▸ YOUR OBJECTIVE
Copy each line below that contains "stream".

* * * * * * *

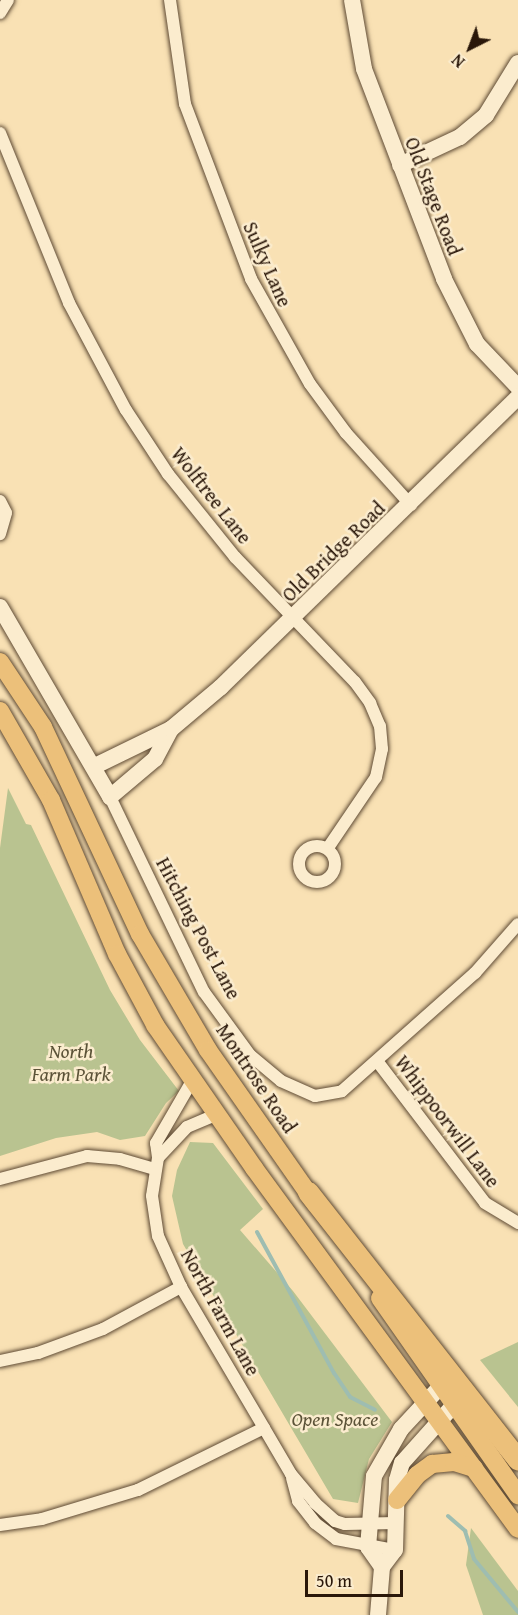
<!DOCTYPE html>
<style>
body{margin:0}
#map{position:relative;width:518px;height:1615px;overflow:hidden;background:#f9e1b4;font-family:"Gentium Book Plus",serif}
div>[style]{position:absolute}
.green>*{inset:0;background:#b9c390}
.stream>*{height:4px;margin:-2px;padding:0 2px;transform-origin:2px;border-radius:2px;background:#9ebdb1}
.roads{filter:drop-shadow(0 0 2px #5e4a34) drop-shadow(0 0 2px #5e4a34)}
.street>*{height:12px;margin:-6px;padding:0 6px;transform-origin:6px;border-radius:6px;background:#fbecce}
.street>.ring{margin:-6px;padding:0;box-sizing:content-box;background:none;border:12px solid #fbecce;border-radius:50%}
.secondary>*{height:16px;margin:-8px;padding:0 8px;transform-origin:8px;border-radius:8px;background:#fbecce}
.primary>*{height:18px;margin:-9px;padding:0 9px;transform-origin:9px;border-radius:9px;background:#ecc07a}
.highway>*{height:21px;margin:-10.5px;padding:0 10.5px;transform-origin:10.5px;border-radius:10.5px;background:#ecc07a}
span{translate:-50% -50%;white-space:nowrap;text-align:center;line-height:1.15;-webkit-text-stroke:5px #fbecce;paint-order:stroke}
.street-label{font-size:20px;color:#2a1709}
.park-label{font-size:20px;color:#5c5338;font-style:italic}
.north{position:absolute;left:440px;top:18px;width:60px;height:60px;-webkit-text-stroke:4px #fbecce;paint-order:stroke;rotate:222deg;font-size:16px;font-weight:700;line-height:24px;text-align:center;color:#2a1709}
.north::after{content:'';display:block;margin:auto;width:21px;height:27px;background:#2a1709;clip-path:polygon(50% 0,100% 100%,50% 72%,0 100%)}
.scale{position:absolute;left:305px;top:1570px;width:98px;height:27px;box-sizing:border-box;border:3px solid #2a1709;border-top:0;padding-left:8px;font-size:18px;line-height:21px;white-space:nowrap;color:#2a1709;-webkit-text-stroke:4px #fbecce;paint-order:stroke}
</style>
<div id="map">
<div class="green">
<i style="clip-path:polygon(8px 788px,26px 824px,31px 825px,110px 990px,140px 1040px,179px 1091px,166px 1103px,145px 1136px,120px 1140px,97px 1132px,56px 1138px,0 1156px,0 848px)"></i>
<i style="clip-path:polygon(190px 1142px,213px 1143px,263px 1209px,240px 1230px,293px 1291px,392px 1422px,369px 1459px,358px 1503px,333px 1499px,183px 1244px,172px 1196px,177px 1170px)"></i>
<i style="clip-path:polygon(518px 1342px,518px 1407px,480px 1360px)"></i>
<i style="clip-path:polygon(471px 1528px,518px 1591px,518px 1615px,483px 1615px,466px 1565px)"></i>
</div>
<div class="stream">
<i style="left:257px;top:1232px;width:161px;rotate:61.4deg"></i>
<i style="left:334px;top:1373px;width:29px;rotate:56deg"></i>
<i style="left:350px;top:1397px;width:28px;rotate:27deg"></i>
<i style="left:448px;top:1516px;width:23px;rotate:41deg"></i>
<i style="left:465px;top:1531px;width:29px;rotate:72deg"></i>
<i style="left:474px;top:1559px;width:69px;rotate:50.3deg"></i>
</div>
<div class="roads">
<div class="street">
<i style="left:170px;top:0;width:105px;rotate:81.8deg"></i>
<i style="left:185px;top:104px;width:187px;rotate:69.3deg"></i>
<i style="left:251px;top:279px;width:120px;rotate:60.7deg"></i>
<i style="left:310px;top:384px;width:61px;rotate:53.7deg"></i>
<i style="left:346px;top:433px;width:97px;rotate:47.9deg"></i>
<i style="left:0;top:13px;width:15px;rotate:-58deg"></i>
<i style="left:0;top:133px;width:183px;rotate:67.9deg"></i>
<i style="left:69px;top:303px;width:121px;rotate:62deg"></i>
<i style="left:126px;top:410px;width:77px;rotate:56.7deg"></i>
<i style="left:168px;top:474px;width:107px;rotate:51.1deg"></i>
<i style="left:235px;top:557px;width:173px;rotate:46.2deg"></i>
<i style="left:355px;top:682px;width:26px;rotate:54deg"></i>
<i style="left:370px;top:703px;width:25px;rotate:67deg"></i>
<i style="left:380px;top:726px;width:23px;rotate:85deg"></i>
<i style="left:382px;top:749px;width:29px;rotate:102deg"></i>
<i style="left:376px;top:777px;width:86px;rotate:124.1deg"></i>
<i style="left:0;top:501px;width:13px;rotate:63deg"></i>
<i style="left:6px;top:513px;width:22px;rotate:106deg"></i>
<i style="left:110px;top:797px;width:216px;rotate:64.3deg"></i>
<i style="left:204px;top:992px;width:78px;rotate:53.9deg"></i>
<i style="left:250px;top:1055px;width:40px;rotate:40deg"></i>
<i style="left:281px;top:1081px;width:37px;rotate:24deg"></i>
<i style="left:315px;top:1096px;width:27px;rotate:-10deg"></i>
<i style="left:342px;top:1091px;width:178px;rotate:-41.6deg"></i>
<i style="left:475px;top:973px;width:65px;rotate:-48.7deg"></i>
<i class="ring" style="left:299px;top:846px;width:24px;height:24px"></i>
<i style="left:377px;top:1061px;width:178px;rotate:52.7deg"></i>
<i style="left:485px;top:1203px;width:39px;rotate:31deg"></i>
<i style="left:192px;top:1081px;width:72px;rotate:120.1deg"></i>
<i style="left:156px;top:1143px;width:15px;rotate:82deg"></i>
<i style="left:158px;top:1158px;width:38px;rotate:99deg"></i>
<i style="left:152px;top:1196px;width:40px;rotate:81.5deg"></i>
<i style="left:158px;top:1236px;width:56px;rotate:65.7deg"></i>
<i style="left:181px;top:1287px;width:164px;rotate:59.5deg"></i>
<i style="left:264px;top:1428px;width:53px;rotate:59.6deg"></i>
<i style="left:291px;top:1474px;width:38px;rotate:50deg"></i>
<i style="left:315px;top:1503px;width:27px;rotate:42deg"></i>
<i style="left:335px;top:1521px;width:10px;rotate:17deg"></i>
<i style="left:345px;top:1524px;width:51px;rotate:-1.1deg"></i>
<i style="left:158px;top:1158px;width:42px;rotate:-46.9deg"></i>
<i style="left:187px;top:1127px;width:33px;rotate:-23deg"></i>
<i style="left:0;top:1179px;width:90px;rotate:-14.8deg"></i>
<i style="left:87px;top:1156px;width:33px;rotate:5deg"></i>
<i style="left:120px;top:1159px;width:36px;rotate:16deg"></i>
<i style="left:0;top:1361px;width:39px;rotate:-12deg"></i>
<i style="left:38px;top:1353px;width:69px;rotate:-20.3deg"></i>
<i style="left:103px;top:1329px;width:89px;rotate:-28.3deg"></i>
<i style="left:292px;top:1478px;width:24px;rotate:75deg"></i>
<i style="left:298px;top:1501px;width:28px;rotate:52deg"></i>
<i style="left:315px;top:1523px;width:26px;rotate:37deg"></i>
<i style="left:336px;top:1539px;width:60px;rotate:10.6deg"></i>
<i style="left:0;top:1525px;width:42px;rotate:-8.1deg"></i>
<i style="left:42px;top:1519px;width:100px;rotate:-16.8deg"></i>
<i style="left:138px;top:1490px;width:140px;rotate:-26.2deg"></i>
</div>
<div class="secondary">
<i style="left:352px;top:0;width:70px;rotate:80.1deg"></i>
<i style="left:364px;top:69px;width:225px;rotate:69.1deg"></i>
<i style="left:444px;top:279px;width:73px;rotate:63.1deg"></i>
<i style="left:477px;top:344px;width:59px;rotate:46.4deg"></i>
<i style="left:400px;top:165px;width:66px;rotate:-25deg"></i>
<i style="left:460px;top:137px;width:34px;rotate:-40deg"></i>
<i style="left:486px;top:115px;width:61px;rotate:-58.4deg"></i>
<i style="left:0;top:607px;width:220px;rotate:59.9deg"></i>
<i style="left:110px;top:797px;width:59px;rotate:-40.2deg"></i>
<i style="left:155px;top:759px;width:34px;rotate:-62deg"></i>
<i style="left:95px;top:766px;width:85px;rotate:-26deg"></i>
<i style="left:171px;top:729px;width:65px;rotate:-40deg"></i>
<i style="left:221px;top:687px;width:415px;rotate:-44.3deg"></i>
<i style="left:382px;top:1567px;width:24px;rotate:-125deg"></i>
<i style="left:368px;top:1547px;width:71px;rotate:-85.2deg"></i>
<i style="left:374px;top:1476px;width:54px;rotate:-60.1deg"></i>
<i style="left:401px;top:1429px;width:57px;rotate:-47.1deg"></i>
<i style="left:378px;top:1615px;width:48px;rotate:-85.2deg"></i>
<i style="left:382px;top:1567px;width:21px;rotate:-53deg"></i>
<i style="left:395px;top:1550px;width:70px;rotate:-88.4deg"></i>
<i style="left:397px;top:1480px;width:18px;rotate:-74deg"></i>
<i style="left:402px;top:1463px;width:76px;rotate:-48.2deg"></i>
</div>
<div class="primary">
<i style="left:0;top:662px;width:78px;rotate:56.5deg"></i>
<i style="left:43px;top:727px;width:229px;rotate:64.9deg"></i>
<i style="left:140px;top:934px;width:134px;rotate:59.6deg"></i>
<i style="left:208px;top:1050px;width:187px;rotate:55deg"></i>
<i style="left:0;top:711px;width:103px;rotate:60.2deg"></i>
<i style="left:51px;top:800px;width:168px;rotate:66.8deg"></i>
<i style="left:117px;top:954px;width:81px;rotate:61.8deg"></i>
<i style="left:155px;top:1025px;width:174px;rotate:55.3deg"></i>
<i style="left:254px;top:1168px;width:447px;rotate:53.8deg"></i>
<i style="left:380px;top:1298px;width:241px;rotate:55deg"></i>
<i style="left:397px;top:1500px;width:32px;rotate:-51deg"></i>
<i style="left:417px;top:1475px;width:19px;rotate:-36deg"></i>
<i style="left:432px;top:1464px;width:22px;rotate:-5deg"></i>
<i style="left:454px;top:1462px;width:21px;rotate:17deg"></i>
</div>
<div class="highway">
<i style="left:308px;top:1192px;width:340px;rotate:51.9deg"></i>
</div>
</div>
<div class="street-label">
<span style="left:434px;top:196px;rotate:69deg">Old Stage Road</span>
<span style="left:268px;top:264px;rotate:66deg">Sulky Lane</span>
<span style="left:212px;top:495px;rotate:52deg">Wolftree Lane</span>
<span style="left:333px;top:551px;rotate:-44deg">Old Bridge Road</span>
<span style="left:199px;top:928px;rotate:62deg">Hitching Post Lane</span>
<span style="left:257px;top:1078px;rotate:56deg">Montrose Road</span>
<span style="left:448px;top:1121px;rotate:53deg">Whippoorwill Lane</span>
<span style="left:221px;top:1312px;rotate:61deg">North Farm Lane</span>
</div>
<div class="park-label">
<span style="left:71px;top:1062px">North<br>Farm Park</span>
<span style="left:335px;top:1418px">Open Space</span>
</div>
<div class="north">N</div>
<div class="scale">50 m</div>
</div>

* * * * * * *

▸ OUTPUT OF THE TASK
.stream>*{height:4px;margin:-2px;padding:0 2px;transform-origin:2px;border-radius:2px;background:#9ebdb1}
<div class="stream">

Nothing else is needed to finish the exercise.